Gazeteci yazar Kurtuluş Tayiz, ABD'nin Arap Baharı, Irak ve Suriye olaylarındaki insan hakları karnesini ortaya serdi.
İŞTE KURTULUŞ TAYİZ'İN O YAZISI
ABD öncülüğündeki Batılı koalisyon güçlerinin Suriye'deki saldırılarında 2014'ten bugüne 861'i çocuk, 617'si kadın olmak üzere toplam 2 bin 832 sivili öldürdüğü açıklandı. Suriye İnsan Hakları Ağı (SNHR)'nın açıkladığı rakamlara göre, PKK/YPG'ye destek veren koalisyon güçleri en çok sivili Rakka'da katletti. Halep, Deyrizor, Haseke, Humus, Dera, İdlip Batılı koalisyon devletlerinin havadan ve karadan saldırılarla katliam yaptığı merkezlerin başında geliyor.

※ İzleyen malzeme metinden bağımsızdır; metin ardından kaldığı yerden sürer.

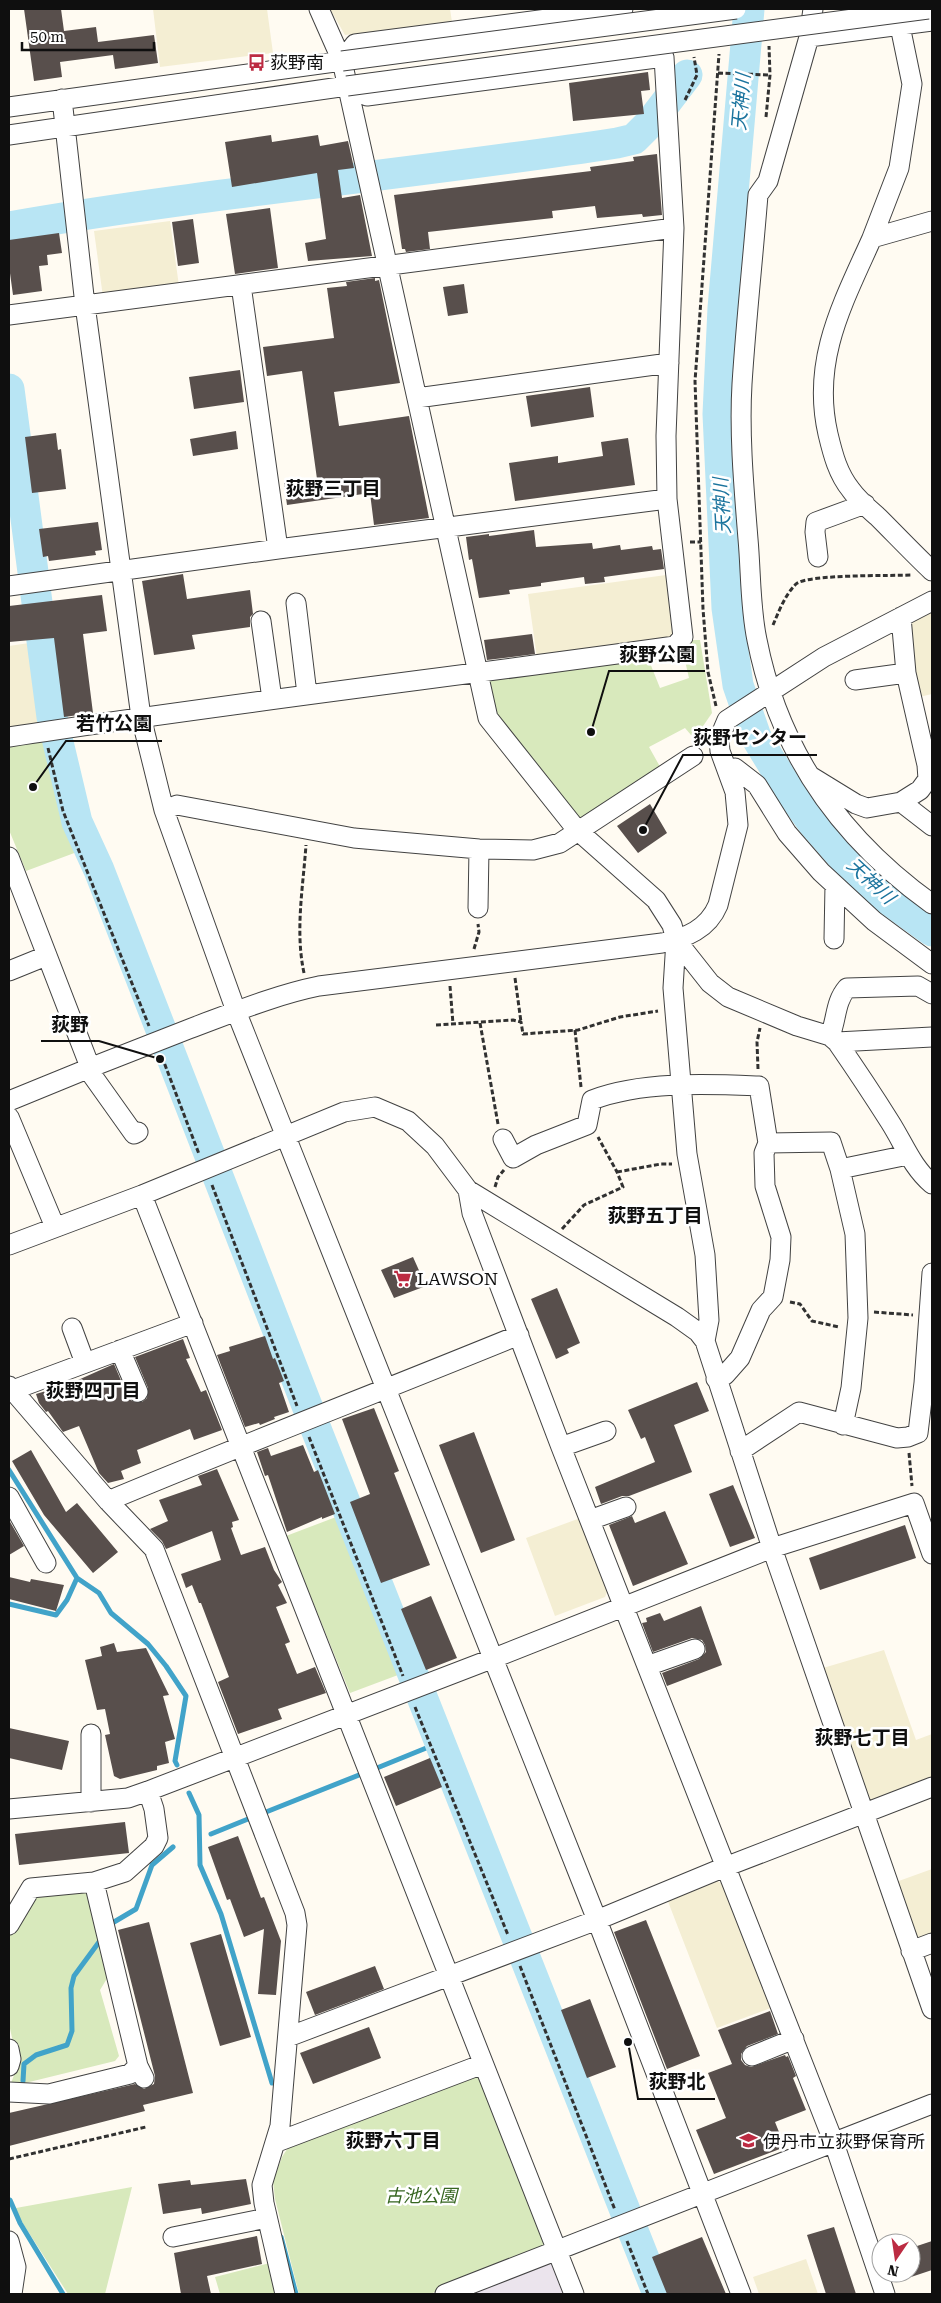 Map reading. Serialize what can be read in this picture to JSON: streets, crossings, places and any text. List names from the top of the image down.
{
  "districts": [
    "荻野三丁目",
    "荻野五丁目",
    "荻野四丁目",
    "荻野七丁目",
    "荻野六丁目"
  ],
  "water": ["天神川"],
  "parks": ["古池公園"],
  "places": {
    "bus stop": ["荻野南"],
    "other": [
      "荻野公園",
      "若竹公園",
      "荻野センター",
      "荻野",
      "荻野北"
    ],
    "supermarket": ["LAWSON"],
    "school or university": ["伊丹市立荻野保育所"]
  },
  "scale_bar": "50 m",
  "north": "bottom"
} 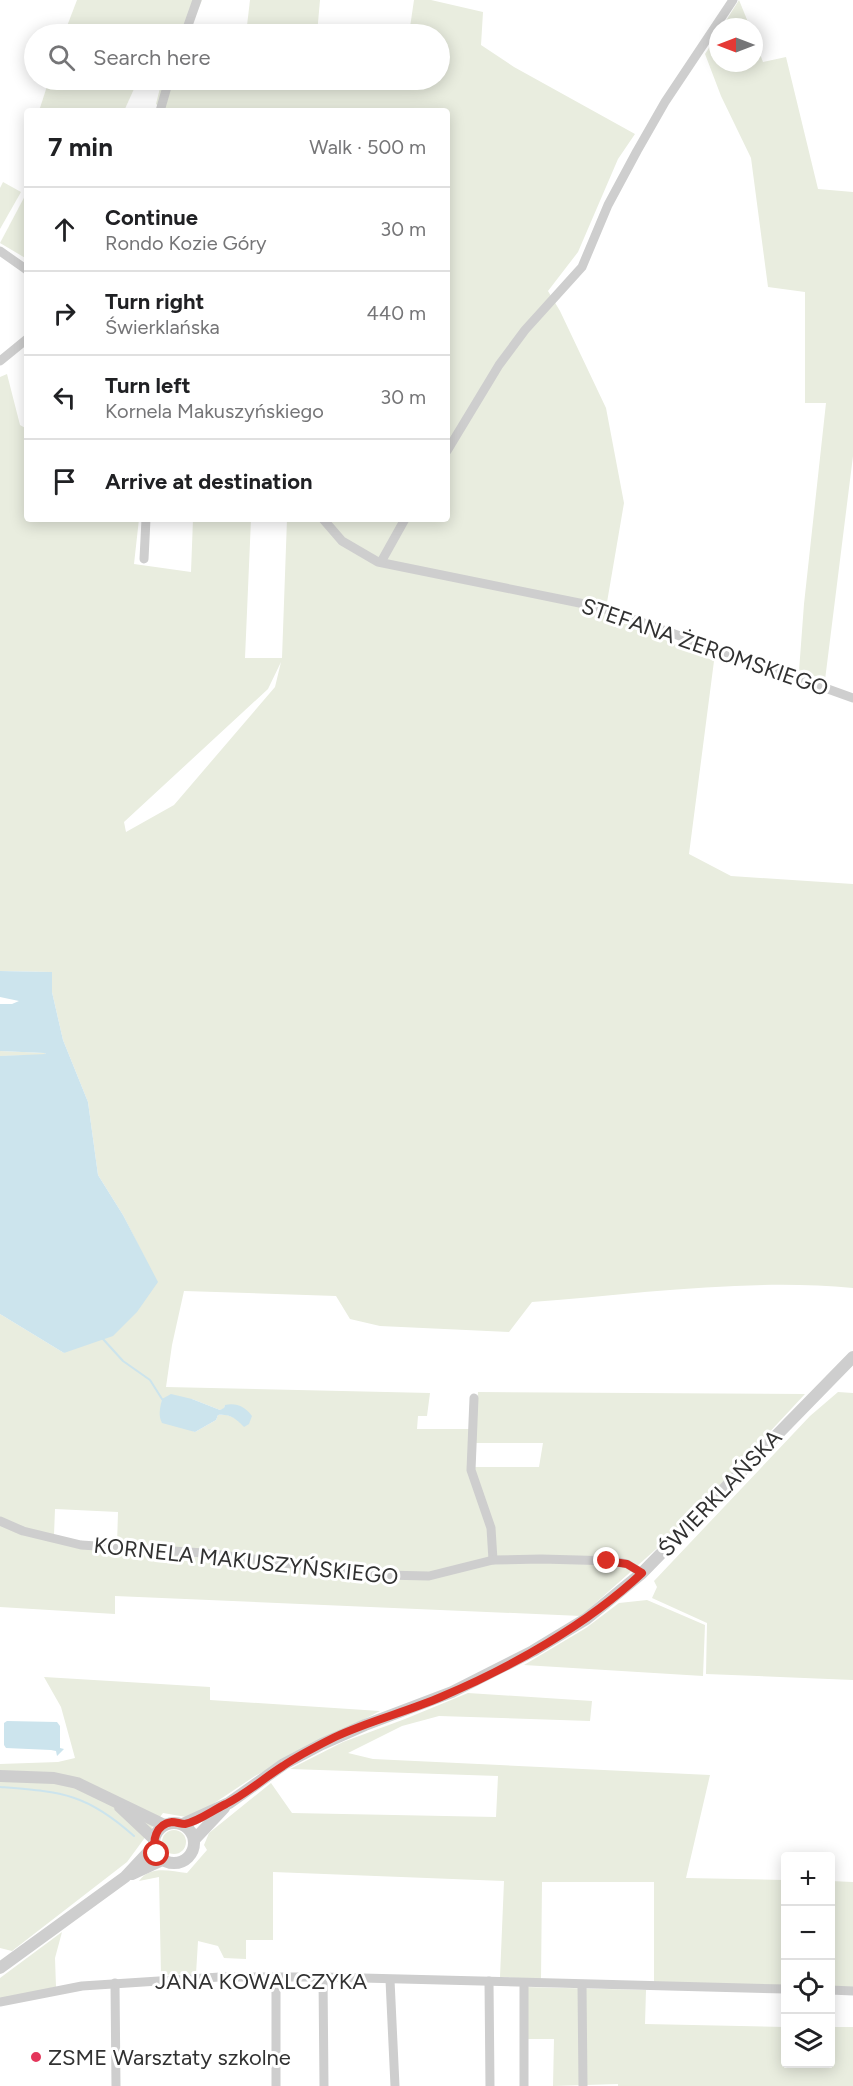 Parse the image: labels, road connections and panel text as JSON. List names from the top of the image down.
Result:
{
  "streets": {
    "street": [
      "STEFANA ŻEROMSKIEGO",
      "ŚWIERKLAŃSKA",
      "KORNELA MAKUSZYŃSKIEGO",
      "JANA KOWALCZYKA"
    ]
  },
  "crossings": [
    ["ŚWIERKLAŃSKA", "KORNELA MAKUSZYŃSKIEGO"]
  ],
  "places": ["ZSME Warsztaty szkolne"],
  "north": "left",
  "page": {
    "search": "Search here",
    "heading": ["7 min", "Walk · 500 m"],
    "list": [
      ["Continue", "Rondo Kozie Góry", "30 m"],
      ["Turn right", "Świerklańska", "440 m"],
      ["Turn left", "Kornela Makuszyńskiego", "30 m"],
      "Arrive at destination"
    ],
    "map_buttons": ["+", "−"]
  }
}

Bu rakamlar bile ABD'nin Suriye'de bulunma sebebinin “insan hakları”, “demokrasi”, “özgürlükler” veya terör tehdidi (DEAŞ) olmadığını yeterince iyi anlatıyor. Koalisyon güçlerinin Suriye'de bulunma sebebini insani gerekçelerle izah etmesi çok zor.
Fakat fark edileceği gibi Batı sistemi, en büyük katliam seferlerini, işgal hareketlerini “insani gerekçeler” üzerine inşa ediyor. İşgal ve istila için yola çıkmadan önce geçeceği yolları “insani gerekçeler” ile döşüyorlar.
Her ülkede bu masalı aynı kelimelerle anlatan Batıcı entelektüel-yazar sınıfı ve medyaları bulunuyor. 11 Eylül'den sonra icat ettikleri “İslami terör” kavramıyla Afganistan ve Irak işgallerini gerçekleştirdiler; “Arap Baharı” rüzgarıyla bütün İslam coğrafyasına müdahale ettiler; Suriye işgalini ise bugün “DEAŞ tehdidi” ile izah ediyorlar. Bu işgal girişimlerinde Batı'ya eşlik eden hep yerli bir entelektüel sınıf bulunuyor.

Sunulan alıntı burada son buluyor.